Ce qui voulait dire des galopades dans des tunnels, des heures et des heures à entendre brailler dans les tanières, des nuits d’insomnie pour Sperar et les autres papas Ours. Bref, beaucoup de désordre en perspective.

– Merde, siffla mon frère en comprenant toutes les implications.

– C’est l’moment, non ? demanda Raffe de sa voix en pleine mue. C’est l’meilleur moment pour lancer l'Brasier. Tonton, t’as dit qu’vous êtes presque prêts.

– Non, grondai-je. On ne peut pas lancer ça maintenant, au pied levé.

Sperar me serra l’épaule.

– Mon frère, si j’me r’trouve avec quatre p’tiots sur les bras, j’pourrai pas t’aider pour ta révolte. Et puis, faudra faire une croix aussi sur plein d’autres gars. C’est qu’on est pas mal à servir de nounous, dans tes recrues.

Je serrai les dents en examinant toutes nos options. Il disait vrai. Au fil des années, j’avais fédéré beaucoup d’ouvriers pour notre cause. Et nombre d’entre eux, comme mon frère, servaient d’éleveurs pour la Maison.

– On peut attendre encore. On peut attendre encore six ans, un nouveau cycle. On n’est plus à ça près.

– Tonton, ça fait d’jà quinze ans, protesta Raffe. Si ça continue, tu s’ras mort avant d’lancer la révolte ! Tout l’monde est prêt, faut qu’on l’fasse ! Faut qu’on aille les crever, ces putes de Renardes !

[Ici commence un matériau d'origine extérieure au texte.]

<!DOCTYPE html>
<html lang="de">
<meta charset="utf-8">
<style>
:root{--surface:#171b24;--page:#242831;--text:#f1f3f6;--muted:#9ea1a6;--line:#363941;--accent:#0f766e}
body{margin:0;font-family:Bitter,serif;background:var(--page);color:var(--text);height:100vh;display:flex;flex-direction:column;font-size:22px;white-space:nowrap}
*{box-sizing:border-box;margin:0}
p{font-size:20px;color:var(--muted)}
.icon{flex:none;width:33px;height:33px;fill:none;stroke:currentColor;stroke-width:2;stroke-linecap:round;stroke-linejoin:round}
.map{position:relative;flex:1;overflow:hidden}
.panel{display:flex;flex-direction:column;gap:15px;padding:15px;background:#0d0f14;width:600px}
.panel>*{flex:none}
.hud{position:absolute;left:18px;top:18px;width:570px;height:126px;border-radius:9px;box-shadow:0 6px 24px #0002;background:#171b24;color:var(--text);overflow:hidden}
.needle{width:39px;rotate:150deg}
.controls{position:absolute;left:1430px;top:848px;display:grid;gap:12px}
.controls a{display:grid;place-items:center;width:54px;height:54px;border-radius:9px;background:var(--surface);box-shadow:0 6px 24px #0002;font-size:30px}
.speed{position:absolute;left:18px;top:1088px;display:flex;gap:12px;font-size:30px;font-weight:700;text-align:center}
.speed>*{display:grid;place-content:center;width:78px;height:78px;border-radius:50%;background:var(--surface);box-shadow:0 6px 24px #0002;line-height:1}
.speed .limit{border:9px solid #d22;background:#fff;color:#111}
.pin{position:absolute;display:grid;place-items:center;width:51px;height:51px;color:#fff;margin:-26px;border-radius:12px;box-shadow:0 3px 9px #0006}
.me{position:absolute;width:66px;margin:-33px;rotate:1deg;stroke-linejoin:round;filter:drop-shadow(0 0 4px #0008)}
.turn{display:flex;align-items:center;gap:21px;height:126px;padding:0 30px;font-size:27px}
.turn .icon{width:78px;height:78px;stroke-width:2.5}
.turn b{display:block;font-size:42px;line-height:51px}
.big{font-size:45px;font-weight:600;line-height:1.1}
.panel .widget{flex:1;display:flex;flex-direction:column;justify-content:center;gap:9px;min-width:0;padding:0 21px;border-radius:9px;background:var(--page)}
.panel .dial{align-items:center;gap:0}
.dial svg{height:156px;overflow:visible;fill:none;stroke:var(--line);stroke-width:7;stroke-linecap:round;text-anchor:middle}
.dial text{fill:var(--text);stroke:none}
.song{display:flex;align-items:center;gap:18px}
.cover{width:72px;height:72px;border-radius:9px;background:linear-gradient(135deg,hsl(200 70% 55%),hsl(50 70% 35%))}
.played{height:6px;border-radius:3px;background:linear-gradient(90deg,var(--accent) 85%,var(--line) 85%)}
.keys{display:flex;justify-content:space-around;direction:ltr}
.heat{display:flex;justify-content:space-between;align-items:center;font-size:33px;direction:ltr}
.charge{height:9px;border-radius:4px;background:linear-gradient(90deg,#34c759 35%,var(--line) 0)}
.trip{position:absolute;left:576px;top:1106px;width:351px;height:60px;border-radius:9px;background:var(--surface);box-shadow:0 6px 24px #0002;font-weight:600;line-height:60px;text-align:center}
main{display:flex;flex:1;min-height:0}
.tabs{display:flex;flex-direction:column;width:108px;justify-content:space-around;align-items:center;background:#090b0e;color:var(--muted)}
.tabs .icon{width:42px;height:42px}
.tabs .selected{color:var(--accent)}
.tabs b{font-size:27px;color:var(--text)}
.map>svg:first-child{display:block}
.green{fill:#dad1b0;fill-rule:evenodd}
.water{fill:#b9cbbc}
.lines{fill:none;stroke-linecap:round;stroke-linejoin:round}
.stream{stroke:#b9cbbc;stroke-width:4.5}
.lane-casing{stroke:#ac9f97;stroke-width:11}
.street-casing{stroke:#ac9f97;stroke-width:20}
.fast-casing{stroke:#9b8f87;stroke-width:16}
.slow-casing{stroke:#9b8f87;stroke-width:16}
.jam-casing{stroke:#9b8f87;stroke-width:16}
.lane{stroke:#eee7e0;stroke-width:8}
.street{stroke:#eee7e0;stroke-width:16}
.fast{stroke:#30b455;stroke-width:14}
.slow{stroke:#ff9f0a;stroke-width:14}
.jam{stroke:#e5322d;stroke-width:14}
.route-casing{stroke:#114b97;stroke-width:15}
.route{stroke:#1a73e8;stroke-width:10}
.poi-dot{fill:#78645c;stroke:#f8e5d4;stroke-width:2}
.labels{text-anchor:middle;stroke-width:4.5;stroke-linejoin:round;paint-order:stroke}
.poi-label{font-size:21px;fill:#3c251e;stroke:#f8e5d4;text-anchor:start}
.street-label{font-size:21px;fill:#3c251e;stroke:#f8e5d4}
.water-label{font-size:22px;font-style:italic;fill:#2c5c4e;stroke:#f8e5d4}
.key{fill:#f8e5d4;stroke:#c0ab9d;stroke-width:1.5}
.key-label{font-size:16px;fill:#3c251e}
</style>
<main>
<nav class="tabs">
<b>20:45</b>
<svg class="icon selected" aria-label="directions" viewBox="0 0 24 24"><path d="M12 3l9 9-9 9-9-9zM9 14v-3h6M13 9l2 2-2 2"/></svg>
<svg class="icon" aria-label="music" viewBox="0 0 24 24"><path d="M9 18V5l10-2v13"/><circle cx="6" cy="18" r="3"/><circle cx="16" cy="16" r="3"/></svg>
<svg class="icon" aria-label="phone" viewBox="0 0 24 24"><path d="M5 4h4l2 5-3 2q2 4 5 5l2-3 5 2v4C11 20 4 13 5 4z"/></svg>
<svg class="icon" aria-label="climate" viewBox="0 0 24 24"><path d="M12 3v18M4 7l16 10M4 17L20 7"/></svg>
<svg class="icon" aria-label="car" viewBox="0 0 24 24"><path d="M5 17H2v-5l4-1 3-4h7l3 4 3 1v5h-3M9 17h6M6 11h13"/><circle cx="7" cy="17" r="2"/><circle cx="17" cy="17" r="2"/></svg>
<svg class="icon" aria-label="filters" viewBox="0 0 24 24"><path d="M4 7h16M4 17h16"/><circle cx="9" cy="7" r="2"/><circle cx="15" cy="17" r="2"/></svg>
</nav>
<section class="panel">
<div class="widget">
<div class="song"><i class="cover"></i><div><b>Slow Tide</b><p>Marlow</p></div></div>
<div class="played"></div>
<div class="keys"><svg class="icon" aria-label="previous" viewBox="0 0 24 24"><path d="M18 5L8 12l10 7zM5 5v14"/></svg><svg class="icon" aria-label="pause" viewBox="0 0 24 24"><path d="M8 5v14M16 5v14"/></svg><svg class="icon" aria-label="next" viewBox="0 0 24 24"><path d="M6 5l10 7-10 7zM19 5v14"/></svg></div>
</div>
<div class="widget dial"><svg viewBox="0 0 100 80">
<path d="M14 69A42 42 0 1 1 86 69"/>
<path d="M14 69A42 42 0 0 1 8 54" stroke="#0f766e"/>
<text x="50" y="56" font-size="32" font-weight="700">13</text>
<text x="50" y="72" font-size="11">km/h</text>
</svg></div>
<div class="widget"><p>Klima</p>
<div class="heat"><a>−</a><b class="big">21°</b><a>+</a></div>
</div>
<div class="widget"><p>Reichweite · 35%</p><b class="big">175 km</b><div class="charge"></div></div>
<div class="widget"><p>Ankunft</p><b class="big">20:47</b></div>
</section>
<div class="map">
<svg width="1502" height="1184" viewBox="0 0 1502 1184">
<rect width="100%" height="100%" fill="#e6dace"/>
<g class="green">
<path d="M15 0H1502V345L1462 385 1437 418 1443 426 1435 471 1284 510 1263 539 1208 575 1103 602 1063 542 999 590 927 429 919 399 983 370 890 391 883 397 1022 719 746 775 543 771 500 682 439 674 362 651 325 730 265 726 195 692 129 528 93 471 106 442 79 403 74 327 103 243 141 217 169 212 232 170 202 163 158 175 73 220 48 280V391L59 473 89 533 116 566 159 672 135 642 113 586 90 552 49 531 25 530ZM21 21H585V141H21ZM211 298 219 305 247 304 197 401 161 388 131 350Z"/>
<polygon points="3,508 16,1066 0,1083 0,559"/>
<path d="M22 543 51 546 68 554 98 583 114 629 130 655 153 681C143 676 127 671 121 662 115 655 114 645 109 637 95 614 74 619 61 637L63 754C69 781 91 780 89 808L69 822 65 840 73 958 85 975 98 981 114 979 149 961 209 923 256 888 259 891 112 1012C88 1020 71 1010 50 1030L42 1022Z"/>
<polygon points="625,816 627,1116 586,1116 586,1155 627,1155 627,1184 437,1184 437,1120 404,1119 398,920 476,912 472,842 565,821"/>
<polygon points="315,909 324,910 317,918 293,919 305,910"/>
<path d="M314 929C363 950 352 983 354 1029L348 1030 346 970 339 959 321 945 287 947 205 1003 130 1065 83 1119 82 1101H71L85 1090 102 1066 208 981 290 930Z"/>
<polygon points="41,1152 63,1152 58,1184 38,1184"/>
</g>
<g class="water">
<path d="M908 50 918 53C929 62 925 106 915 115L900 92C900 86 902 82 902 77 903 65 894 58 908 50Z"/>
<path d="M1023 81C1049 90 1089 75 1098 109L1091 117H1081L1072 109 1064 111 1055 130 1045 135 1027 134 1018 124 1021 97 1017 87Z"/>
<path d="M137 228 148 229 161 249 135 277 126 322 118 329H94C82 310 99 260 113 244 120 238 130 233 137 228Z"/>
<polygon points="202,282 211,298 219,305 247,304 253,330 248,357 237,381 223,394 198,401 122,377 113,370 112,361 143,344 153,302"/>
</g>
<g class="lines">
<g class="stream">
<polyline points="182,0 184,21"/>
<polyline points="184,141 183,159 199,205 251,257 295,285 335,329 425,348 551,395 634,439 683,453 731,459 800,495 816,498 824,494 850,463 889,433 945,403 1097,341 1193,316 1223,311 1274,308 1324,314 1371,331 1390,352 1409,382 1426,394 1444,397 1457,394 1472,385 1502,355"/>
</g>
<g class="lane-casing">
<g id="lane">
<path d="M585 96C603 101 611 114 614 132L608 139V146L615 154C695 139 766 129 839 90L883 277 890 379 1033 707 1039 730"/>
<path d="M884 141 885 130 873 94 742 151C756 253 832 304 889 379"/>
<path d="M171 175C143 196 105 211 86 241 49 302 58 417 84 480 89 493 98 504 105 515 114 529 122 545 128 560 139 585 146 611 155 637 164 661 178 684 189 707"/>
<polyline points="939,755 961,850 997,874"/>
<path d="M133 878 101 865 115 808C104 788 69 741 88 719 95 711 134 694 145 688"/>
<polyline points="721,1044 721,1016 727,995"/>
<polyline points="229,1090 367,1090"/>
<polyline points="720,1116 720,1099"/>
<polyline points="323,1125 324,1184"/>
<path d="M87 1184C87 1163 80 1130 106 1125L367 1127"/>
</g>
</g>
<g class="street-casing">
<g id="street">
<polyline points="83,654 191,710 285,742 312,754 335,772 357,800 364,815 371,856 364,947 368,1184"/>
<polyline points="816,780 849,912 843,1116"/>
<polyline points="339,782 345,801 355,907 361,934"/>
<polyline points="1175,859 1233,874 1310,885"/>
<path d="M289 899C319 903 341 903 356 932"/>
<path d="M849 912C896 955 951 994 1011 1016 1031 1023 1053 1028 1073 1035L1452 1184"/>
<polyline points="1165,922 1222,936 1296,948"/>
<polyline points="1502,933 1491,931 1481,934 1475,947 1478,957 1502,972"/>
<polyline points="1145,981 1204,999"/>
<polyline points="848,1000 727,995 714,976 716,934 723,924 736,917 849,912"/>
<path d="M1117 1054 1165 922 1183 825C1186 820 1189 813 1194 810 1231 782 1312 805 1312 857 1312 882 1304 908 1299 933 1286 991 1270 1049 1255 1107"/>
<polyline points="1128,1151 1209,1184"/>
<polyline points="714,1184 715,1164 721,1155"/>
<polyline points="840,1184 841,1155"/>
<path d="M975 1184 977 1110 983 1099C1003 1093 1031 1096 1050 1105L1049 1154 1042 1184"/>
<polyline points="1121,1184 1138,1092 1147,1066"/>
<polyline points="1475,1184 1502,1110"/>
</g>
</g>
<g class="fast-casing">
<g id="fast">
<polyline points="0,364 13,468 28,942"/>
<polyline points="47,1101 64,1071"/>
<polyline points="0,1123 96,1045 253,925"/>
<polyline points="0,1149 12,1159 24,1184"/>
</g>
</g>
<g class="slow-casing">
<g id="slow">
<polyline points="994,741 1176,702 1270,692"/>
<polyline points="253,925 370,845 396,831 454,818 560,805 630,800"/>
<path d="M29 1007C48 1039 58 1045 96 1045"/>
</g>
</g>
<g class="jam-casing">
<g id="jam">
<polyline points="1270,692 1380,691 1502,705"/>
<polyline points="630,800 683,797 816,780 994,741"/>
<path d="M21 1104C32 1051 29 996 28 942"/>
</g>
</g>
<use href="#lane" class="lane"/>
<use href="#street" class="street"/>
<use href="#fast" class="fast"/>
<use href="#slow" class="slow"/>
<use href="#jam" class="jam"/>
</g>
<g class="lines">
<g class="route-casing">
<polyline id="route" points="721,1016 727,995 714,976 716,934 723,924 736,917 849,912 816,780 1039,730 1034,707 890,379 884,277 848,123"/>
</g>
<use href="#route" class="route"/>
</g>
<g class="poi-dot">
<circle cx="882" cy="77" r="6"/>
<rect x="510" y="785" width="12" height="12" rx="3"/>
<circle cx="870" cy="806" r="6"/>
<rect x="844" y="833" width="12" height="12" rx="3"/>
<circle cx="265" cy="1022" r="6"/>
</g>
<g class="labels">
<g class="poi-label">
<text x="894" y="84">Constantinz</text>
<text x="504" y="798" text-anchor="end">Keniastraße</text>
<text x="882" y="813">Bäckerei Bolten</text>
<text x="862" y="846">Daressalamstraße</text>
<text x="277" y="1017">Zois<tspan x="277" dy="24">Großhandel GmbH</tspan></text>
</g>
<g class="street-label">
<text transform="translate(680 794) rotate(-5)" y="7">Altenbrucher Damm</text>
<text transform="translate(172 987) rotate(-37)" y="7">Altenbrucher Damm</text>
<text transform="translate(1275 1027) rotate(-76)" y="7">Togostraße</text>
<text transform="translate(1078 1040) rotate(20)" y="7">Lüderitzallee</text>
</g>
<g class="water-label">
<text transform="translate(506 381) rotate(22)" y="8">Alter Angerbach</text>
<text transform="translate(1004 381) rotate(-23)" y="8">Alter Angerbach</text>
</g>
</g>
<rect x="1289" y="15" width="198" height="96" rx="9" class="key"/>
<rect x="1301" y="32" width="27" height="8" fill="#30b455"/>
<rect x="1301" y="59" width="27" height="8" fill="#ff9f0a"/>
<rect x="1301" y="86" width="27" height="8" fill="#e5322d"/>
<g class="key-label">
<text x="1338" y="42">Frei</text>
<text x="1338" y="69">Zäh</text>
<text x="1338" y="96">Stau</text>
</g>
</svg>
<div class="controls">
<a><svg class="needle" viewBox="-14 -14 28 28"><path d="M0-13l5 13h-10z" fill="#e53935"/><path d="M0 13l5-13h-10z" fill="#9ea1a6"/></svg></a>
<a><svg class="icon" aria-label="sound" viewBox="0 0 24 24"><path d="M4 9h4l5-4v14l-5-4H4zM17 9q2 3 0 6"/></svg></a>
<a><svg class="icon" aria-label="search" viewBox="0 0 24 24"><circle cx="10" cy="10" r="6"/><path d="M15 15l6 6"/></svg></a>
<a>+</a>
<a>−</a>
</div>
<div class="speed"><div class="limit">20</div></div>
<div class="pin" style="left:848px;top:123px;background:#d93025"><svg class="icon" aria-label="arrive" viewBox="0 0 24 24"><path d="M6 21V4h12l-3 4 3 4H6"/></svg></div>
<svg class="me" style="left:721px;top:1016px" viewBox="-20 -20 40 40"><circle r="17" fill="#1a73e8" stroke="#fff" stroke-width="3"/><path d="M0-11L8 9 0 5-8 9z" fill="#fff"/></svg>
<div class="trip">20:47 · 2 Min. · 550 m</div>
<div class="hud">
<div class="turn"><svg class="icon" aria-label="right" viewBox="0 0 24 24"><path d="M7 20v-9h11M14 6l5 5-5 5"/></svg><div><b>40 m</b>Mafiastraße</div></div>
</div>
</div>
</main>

– Raffe ! claqua la voix de mon frère.

– Mais c’est vrai !

– Ferme ta gueule ou c’est moi qui vais t’la fermer, avec une bonne baffe comme tu les aimes !

Raffe prit un air boudeur. Ce gamin tenait trop à en découdre. Je me méfiais de la flamme qui dansait dans ses yeux clairs : en lui insufflant la haine de la Maison, Sperar et moi avions fait du trop bon boulot. Je n’aimais pas comment il parlait des Dames. De tels mots ne venaient pas de nous, et je savais de qui ils provenaient. Je n’aimais pas l’influence que certains de nos collègues, parmi les plus haineux, avaient sur lui. Il avait toujours été un gosse brutal, de ceux qui capturent des insectes pour leur arracher des pattes ; il n’avait cessé d’empirer avec les années.

– C’est trop tôt, tranchai-je. Vous n'avez que quatorze ans.